# A little digging by the river.... I call this "The shard dump"



## RICKJJ59W (Dec 29, 2015)




----------



## 2find4me (Dec 29, 2015)

That is a lot of shards.... Nice color on the blob


----------



## coldwater diver (Dec 30, 2015)

Hey Rick nice bottles and shards, holy broken Warners batman. Dont take this the wrong way but you should jump in that river. Preferably w a drysuit, bcd, coldwater regulator, mask n fins, 120 cf steel tank and about 40lbs of weight  should be good to go. Happy hunting.  Kevin


----------



## Bass Assassin (Dec 30, 2015)

Wow, that's a lot of shards


----------



## RICKJJ59W (Dec 30, 2015)

coldwater diver said:


> Hey Rick nice bottles and shards, holy broken Warners batman.
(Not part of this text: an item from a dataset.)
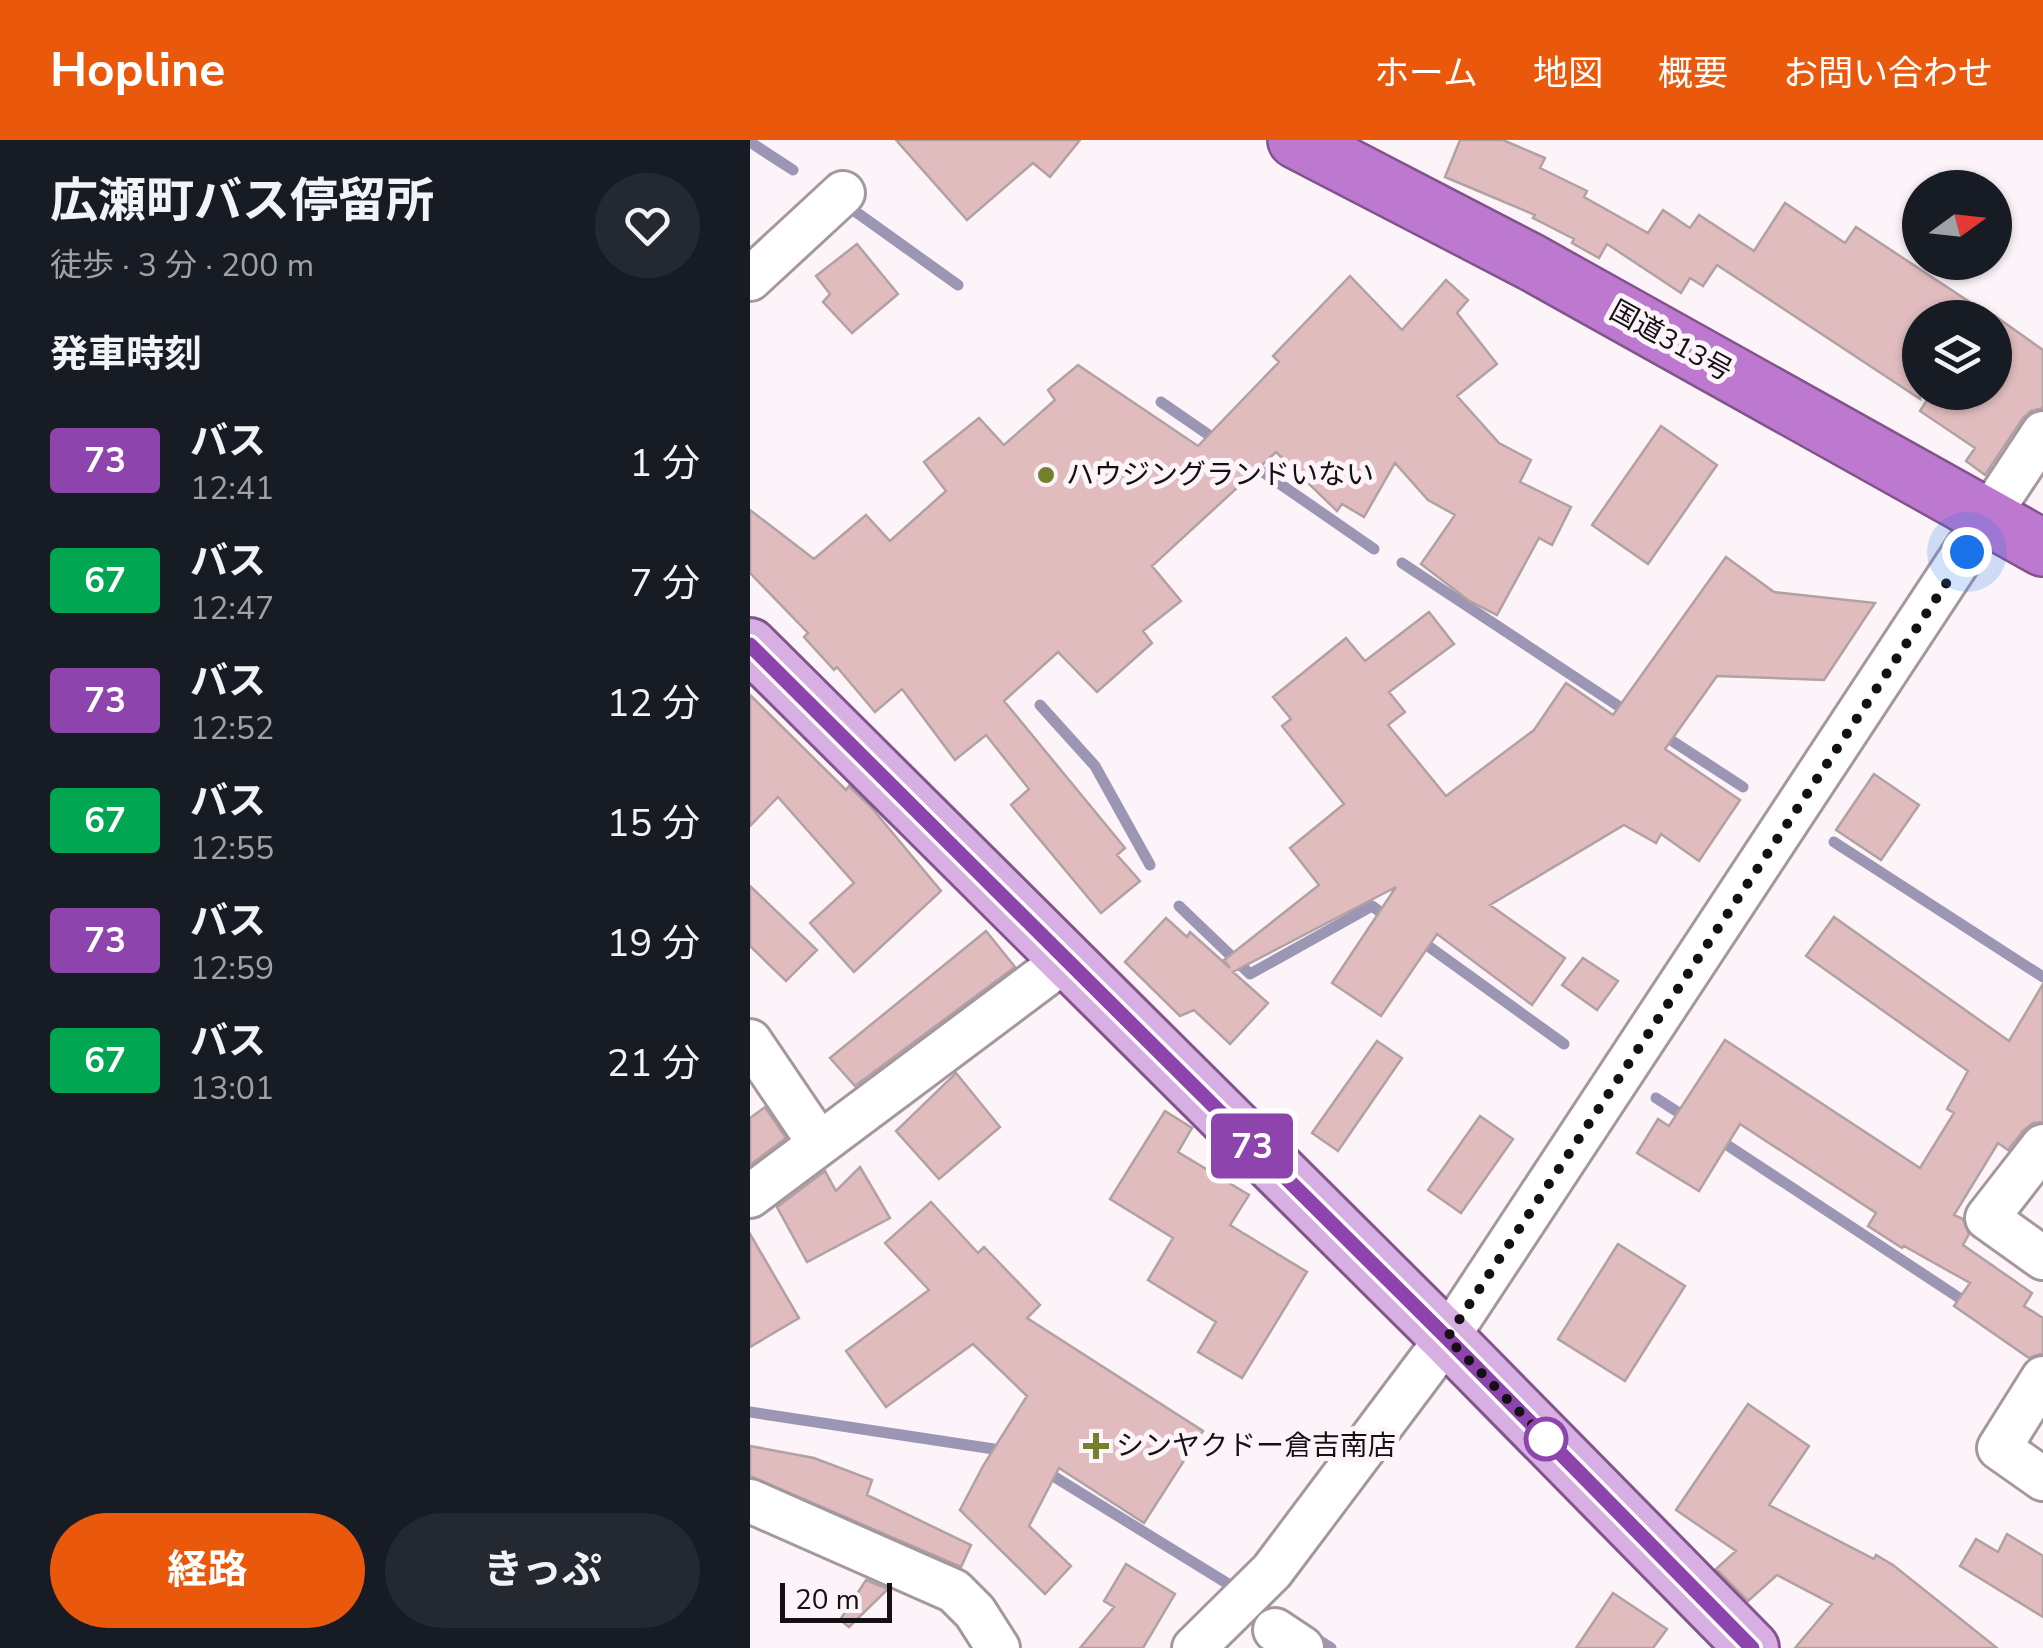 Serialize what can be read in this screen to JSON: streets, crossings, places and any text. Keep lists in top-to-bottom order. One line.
{"streets":{"highway":["国道313号"]},"places":{"other":["ハウジングランドいない"],"health":["シンヤクドー倉吉南店"]},"lines":["bus line 73"],"scale_bar":"20 m","north":"right","page":{"header":"Hopline","nav":["ホーム","地図","概要","お問い合わせ"],"heading":[["広瀬町バス停留所","徒歩 · 3 分 · 200 m"],"発車時刻"],"on_map":"73","list":[{"mark":"73","name":"バス","note":"12:41","value":"1 分"},{"mark":"67","name":"バス","note":"12:47","value":"7 分"},{"mark":"73","name":"バス","note":"12:52","value":"12 分"},{"mark":"67","name":"バス","note":"12:55","value":"15 分"},{"mark":"73","name":"バス","note":"12:59","value":"19 分"},{"mark":"67","name":"バス","note":"13:01","value":"21 分"}],"buttons":["経路","きっぷ"],"scale":"20 m"}}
Dont take this the wrong way but you should jump in that river. Preferably w a drysuit, bcd, coldwater regulator, mask n fins, 120 cf steel tank and about 40lbs of weight  should be good to go. Happy hunting.  Kevin



Its very shallow there. I don't think the bottles are in the drink. The hill is long so we have to keep moving along it.


----------



## sunrunner (Dec 31, 2015)

looks like your on the Schuylkill or the Lehigh.


----------



## RICKJJ59W (Dec 31, 2015)

sunrunner said:


> looks like your on the Schuylkill or the Lehigh.




lehigh


----------



## Ace31 (Jan 1, 2016)

Any markings on the bottom of that ginger beer?


----------



## coldwater diver (Jan 2, 2016)

RICKJJ59W said:


> Its very shallow there. I don't think the bottles are in the drink. The hill is long so we have to keep moving along it.



Hi Rick you may be surprised what you can find, 3-4' of water can hold bottles safely. As long as its not a raging river, some of the slower sections could be 
good. Sometime around the bigger rocks bottles can settle and get buried. Good to see your digging nice finds.


----------



## RICKJJ59W (Jan 10, 2016)

I wish i knew some divers around here I know places where the water is probably loaded. 

The little dump we are digging looks like it may get bigger & better. We are kind of reading it as we dig.A lot of the stuff they dumped went down hill. So we are digging near the top now and its looking promising. 1880s stuff.


----------



## RICKJJ59W (Jan 10, 2016)

Ace31 said:


> Any markings on the bottom of that ginger beer?



A shield type stamp


----------



## anj2006 (Jan 15, 2016)

Nice bottles!


----------